FLESZ - Unia podpisała kolejną umowę na szczepionki na COVID-19
Problem wykopalisk archeologicznych wypłynął na ostatniej sesji rady miasta, w trakcie omawiania projektu uchwały dotyczącego wprowadzenia zmian w budżecie miasta. Wątpliwości części radnych wzbudziła kwota 35 tys. zł, którą miasto miało przekazać na rzecz Sądeckiej Agencji Rozwoju Regionalnego (SARR), nadzorującej prace archeologiczne zarówno na płycie rynku, jak i na wzgórzu zamkowym.
- Na co wydajemy te pieniądze i jakie są dalsze plany miasta odnośnie tych wykopalisk - pytała Teresa Cabała, radna klubu PiS Wybieram Nowy Sącz.
Podpisali umowę na trzy lata
Radna podkreśla, że mieszkańcy miasta wielokrotnie zwracali się do niej z pytaniami zarówno o cel badań archeologicznych, jak i o termin zakończenia prac, które odbywają się w samym sercu miasta.
- Wykopaliska trwają już od kilku miesięcy i przez ten czas spora część rynku jest niedostępna zarówno dla sądeczan, jak i dla turystów - mówi.
Cabała obawia się, że długotrwałe wyłączenie części płyty rynku z normalnego użytkowania może obniżyć atrakcyjność turystyczną nowosądeckiej starówki tym bardziej, że miasto podpisało z SARR umowę użyczenia terenu objętego badaniami na okres trzech lat.
Dodaje, że władze miasta nie informują radnych o swoich planach dotyczących dalszego losu wykopalisk oraz o kosztach tego przedsięwzięcia.
Wykopaliska dobiegły końca
Jarosław Suwała, prezes Sądeckiej Agencji Rozwoju Regionalnego wyjaśnia, że prace archeologiczne praktycznie się zakończyły.

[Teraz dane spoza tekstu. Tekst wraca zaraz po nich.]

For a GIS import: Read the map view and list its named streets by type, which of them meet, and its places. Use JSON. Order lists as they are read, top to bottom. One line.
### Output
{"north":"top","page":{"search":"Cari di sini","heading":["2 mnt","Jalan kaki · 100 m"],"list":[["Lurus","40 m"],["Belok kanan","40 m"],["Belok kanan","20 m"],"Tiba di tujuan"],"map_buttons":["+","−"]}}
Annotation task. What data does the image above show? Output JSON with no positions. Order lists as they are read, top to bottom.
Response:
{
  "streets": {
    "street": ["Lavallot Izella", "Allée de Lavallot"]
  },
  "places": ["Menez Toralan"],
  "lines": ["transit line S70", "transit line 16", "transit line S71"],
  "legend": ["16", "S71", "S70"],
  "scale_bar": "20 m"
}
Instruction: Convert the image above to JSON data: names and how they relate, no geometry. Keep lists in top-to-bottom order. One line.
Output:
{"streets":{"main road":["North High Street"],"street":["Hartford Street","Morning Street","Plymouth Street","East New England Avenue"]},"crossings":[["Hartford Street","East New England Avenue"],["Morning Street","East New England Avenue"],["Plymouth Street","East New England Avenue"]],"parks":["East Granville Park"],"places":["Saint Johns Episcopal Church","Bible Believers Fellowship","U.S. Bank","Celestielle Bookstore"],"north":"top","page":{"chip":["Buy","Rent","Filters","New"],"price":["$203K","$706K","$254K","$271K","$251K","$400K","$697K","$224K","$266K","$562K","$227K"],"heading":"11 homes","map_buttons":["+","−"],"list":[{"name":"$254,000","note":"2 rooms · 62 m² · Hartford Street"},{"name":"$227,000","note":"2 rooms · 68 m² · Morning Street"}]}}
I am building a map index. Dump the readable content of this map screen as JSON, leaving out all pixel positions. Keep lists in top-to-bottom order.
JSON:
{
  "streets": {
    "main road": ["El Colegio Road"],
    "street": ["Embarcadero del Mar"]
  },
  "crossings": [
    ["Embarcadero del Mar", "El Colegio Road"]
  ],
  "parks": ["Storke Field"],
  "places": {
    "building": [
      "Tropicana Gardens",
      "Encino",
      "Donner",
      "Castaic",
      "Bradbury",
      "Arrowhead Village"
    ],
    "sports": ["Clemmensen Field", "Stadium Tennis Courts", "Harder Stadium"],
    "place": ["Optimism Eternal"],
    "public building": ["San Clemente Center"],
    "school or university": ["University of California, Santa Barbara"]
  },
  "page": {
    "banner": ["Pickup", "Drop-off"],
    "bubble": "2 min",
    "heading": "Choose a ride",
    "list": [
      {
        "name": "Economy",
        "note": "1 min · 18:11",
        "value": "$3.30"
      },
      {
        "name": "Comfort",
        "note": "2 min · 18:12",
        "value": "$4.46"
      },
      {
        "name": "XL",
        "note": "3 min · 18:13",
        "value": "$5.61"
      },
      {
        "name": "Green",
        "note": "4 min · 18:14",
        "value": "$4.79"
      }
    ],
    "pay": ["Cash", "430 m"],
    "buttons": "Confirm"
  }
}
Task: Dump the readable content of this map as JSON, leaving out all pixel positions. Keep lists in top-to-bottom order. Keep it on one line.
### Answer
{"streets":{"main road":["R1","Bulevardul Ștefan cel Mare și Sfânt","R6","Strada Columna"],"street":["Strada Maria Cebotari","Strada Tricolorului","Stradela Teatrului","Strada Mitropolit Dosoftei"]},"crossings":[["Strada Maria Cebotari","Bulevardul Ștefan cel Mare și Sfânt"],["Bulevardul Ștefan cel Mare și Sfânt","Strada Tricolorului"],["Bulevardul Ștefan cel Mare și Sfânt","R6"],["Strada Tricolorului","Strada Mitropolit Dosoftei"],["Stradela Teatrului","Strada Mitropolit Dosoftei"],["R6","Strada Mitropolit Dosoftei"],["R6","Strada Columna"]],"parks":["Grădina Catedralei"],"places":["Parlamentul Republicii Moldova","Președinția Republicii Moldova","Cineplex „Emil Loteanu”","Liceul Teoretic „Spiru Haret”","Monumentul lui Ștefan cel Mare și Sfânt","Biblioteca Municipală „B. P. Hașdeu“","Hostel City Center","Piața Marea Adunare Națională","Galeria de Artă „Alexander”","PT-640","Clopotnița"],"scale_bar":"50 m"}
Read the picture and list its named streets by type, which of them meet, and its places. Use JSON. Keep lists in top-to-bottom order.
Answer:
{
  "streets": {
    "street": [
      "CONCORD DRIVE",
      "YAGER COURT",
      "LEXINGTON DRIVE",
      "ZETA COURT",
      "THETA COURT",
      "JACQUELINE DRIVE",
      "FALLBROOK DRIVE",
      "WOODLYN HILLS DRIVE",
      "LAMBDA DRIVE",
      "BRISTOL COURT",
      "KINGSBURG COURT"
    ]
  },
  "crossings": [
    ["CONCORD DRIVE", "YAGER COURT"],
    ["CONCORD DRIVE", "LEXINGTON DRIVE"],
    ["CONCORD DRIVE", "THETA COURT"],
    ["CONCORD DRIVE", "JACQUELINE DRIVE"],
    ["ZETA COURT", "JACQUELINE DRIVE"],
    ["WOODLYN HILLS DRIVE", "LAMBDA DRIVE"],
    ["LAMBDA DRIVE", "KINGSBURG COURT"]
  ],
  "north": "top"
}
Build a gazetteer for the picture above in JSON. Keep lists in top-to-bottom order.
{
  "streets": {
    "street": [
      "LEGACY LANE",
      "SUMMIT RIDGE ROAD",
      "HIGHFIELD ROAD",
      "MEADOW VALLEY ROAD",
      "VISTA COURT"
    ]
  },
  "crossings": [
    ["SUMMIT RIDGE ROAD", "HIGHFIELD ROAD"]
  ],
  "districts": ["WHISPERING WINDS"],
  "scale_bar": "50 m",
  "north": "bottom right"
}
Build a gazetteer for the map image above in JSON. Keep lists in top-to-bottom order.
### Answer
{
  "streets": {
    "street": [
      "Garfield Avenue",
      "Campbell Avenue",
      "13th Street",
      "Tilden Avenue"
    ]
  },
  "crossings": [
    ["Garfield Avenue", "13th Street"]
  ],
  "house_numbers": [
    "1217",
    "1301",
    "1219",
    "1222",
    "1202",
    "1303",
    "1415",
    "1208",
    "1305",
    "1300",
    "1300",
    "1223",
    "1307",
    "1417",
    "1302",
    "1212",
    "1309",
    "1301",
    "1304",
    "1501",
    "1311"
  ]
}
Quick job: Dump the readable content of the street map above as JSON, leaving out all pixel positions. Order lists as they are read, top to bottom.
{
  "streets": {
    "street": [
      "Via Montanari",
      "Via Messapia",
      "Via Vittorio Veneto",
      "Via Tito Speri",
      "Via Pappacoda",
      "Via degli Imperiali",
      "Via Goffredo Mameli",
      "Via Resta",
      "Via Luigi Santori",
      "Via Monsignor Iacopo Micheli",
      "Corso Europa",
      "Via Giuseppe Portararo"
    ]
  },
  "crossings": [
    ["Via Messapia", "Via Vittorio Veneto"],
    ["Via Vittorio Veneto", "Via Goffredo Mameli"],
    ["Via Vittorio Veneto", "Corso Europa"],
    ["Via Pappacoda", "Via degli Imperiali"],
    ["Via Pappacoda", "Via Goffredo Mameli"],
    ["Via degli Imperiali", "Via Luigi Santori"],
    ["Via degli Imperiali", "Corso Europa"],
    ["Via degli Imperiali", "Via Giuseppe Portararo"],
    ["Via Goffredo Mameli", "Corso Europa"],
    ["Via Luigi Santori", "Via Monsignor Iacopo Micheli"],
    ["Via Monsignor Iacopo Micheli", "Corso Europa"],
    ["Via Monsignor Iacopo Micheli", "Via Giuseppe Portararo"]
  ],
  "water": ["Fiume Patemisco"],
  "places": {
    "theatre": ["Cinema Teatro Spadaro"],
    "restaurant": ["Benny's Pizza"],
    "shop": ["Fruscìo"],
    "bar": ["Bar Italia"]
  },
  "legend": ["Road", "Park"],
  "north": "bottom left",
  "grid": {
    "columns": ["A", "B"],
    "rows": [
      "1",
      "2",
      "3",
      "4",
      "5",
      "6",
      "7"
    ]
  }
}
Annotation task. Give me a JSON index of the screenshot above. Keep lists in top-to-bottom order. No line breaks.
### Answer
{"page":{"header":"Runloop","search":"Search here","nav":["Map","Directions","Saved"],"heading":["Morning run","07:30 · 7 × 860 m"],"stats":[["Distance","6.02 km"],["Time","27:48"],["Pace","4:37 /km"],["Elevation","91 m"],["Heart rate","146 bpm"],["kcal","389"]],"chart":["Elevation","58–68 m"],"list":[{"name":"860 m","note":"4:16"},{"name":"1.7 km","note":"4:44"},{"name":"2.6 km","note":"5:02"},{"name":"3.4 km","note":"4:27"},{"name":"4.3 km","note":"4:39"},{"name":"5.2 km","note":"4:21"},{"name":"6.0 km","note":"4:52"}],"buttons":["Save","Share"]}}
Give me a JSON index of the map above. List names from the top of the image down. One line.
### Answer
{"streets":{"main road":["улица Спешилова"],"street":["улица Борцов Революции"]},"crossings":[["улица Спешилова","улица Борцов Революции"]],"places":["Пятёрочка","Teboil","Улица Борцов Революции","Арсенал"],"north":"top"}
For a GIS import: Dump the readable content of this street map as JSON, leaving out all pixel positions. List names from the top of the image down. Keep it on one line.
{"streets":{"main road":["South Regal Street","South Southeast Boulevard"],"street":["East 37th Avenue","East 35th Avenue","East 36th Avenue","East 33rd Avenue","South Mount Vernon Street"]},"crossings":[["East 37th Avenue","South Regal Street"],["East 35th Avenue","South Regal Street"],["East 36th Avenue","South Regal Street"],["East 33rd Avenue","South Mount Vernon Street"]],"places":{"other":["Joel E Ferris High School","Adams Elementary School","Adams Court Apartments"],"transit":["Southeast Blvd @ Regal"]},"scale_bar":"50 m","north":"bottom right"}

Dzięki wysiłkowi archeologów udało się odkopać m.in. koronę murów dawnego ratusza oraz wydobyć z ziemi sporo cennych z punktu widzenia historycznego artefaktów.
- Wykopaliska zostały zabezpieczone specjalną włókniną, i teraz przechodzimy do kolejnego etapu prac czyli opracowania koncepcji zagospodarowania ruin - mówi.
Jeden z pomysłów zakłada stworzenie w odsłoniętej części podziemne pomieszczenia muzealne, na wzór tych, znajdujących się pod krakowskimi Sukiennicami.
- Oczywiście mówimy tutaj o znacznie mniejszej skali przedsięwzięcia, ale i tak jego koszty to wydatek rzędu kilku milionów złotych - tłumaczy.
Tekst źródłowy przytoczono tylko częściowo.